Dataset entries:
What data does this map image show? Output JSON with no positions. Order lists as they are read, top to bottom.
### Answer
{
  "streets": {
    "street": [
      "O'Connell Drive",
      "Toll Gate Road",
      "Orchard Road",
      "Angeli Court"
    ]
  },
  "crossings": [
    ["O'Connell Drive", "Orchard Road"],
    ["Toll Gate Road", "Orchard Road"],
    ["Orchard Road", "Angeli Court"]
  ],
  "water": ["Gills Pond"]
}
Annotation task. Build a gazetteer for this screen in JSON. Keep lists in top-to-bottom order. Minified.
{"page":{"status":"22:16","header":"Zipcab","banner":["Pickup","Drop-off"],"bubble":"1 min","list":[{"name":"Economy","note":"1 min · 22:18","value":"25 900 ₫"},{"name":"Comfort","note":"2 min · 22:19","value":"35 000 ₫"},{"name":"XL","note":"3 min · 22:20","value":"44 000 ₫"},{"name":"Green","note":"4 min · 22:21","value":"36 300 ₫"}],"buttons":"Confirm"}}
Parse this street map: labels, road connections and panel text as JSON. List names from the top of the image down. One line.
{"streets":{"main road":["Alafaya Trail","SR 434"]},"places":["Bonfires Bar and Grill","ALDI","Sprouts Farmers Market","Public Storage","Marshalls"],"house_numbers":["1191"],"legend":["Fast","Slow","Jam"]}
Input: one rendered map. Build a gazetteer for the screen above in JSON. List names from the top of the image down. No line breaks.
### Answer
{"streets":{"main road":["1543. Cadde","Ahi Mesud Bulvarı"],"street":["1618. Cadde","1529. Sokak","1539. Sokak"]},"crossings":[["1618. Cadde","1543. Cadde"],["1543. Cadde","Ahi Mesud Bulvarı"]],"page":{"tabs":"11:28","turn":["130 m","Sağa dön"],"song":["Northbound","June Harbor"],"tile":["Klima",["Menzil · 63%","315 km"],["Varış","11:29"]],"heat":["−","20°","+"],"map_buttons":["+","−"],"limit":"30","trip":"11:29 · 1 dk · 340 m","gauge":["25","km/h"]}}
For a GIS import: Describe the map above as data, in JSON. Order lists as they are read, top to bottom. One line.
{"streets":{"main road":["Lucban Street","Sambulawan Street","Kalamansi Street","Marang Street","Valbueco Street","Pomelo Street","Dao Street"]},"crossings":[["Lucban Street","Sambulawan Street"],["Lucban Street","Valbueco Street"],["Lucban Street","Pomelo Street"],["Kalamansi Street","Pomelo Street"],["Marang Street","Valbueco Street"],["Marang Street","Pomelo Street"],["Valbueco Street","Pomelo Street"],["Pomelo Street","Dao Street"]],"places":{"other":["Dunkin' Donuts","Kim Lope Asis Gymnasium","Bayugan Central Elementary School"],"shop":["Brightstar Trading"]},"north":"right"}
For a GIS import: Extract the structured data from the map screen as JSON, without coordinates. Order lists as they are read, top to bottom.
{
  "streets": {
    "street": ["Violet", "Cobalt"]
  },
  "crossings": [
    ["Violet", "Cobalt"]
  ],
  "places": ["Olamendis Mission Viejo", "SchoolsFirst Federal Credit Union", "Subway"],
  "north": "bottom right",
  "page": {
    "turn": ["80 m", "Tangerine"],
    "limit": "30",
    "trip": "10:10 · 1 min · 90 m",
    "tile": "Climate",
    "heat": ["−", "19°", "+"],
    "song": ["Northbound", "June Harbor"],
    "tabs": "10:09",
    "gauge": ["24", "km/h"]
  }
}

PROBLEM REQUIREMENTS:
Repeat every record above precisely.

SOLUTION FOR THIS TASK:
What data does this map image show? Output JSON with no positions. Order lists as they are read, top to bottom.
### Answer
{
  "streets": {
    "street": [
      "O'Connell Drive",
      "Toll Gate Road",
      "Orchard Road",
      "Angeli Court"
    ]
  },
  "crossings": [
    ["O'Connell Drive", "Orchard Road"],
    ["Toll Gate Road", "Orchard Road"],
    ["Orchard Road", "Angeli Court"]
  ],
  "water": ["Gills Pond"]
}
Annotation task. Build a gazetteer for this screen in JSON. Keep lists in top-to-bottom order. Minified.
{"page":{"status":"22:16","header":"Zipcab","banner":["Pickup","Drop-off"],"bubble":"1 min","list":[{"name":"Economy","note":"1 min · 22:18","value":"25 900 ₫"},{"name":"Comfort","note":"2 min · 22:19","value":"35 000 ₫"},{"name":"XL","note":"3 min · 22:20","value":"44 000 ₫"},{"name":"Green","note":"4 min · 22:21","value":"36 300 ₫"}],"buttons":"Confirm"}}
Parse this street map: labels, road connections and panel text as JSON. List names from the top of the image down. One line.
{"streets":{"main road":["Alafaya Trail","SR 434"]},"places":["Bonfires Bar and Grill","ALDI","Sprouts Farmers Market","Public Storage","Marshalls"],"house_numbers":["1191"],"legend":["Fast","Slow","Jam"]}
Input: one rendered map. Build a gazetteer for the screen above in JSON. List names from the top of the image down. No line breaks.
### Answer
{"streets":{"main road":["1543. Cadde","Ahi Mesud Bulvarı"],"street":["1618. Cadde","1529. Sokak","1539. Sokak"]},"crossings":[["1618. Cadde","1543. Cadde"],["1543. Cadde","Ahi Mesud Bulvarı"]],"page":{"tabs":"11:28","turn":["130 m","Sağa dön"],"song":["Northbound","June Harbor"],"tile":["Klima",["Menzil · 63%","315 km"],["Varış","11:29"]],"heat":["−","20°","+"],"map_buttons":["+","−"],"limit":"30","trip":"11:29 · 1 dk · 340 m","gauge":["25","km/h"]}}
For a GIS import: Describe the map above as data, in JSON. Order lists as they are read, top to bottom. One line.
{"streets":{"main road":["Lucban Street","Sambulawan Street","Kalamansi Street","Marang Street","Valbueco Street","Pomelo Street","Dao Street"]},"crossings":[["Lucban Street","Sambulawan Street"],["Lucban Street","Valbueco Street"],["Lucban Street","Pomelo Street"],["Kalamansi Street","Pomelo Street"],["Marang Street","Valbueco Street"],["Marang Street","Pomelo Street"],["Valbueco Street","Pomelo Street"],["Pomelo Street","Dao Street"]],"places":{"other":["Dunkin' Donuts","Kim Lope Asis Gymnasium","Bayugan Central Elementary School"],"shop":["Brightstar Trading"]},"north":"right"}
For a GIS import: Extract the structured data from the map screen as JSON, without coordinates. Order lists as they are read, top to bottom.
{
  "streets": {
    "street": ["Violet", "Cobalt"]
  },
  "crossings": [
    ["Violet", "Cobalt"]
  ],
  "places": ["Olamendis Mission Viejo", "SchoolsFirst Federal Credit Union", "Subway"],
  "north": "bottom right",
  "page": {
    "turn": ["80 m", "Tangerine"],
    "limit": "30",
    "trip": "10:10 · 1 min · 90 m",
    "tile": "Climate",
    "heat": ["−", "19°", "+"],
    "song": ["Northbound", "June Harbor"],
    "tabs": "10:09",
    "gauge": ["24", "km/h"]
  }
}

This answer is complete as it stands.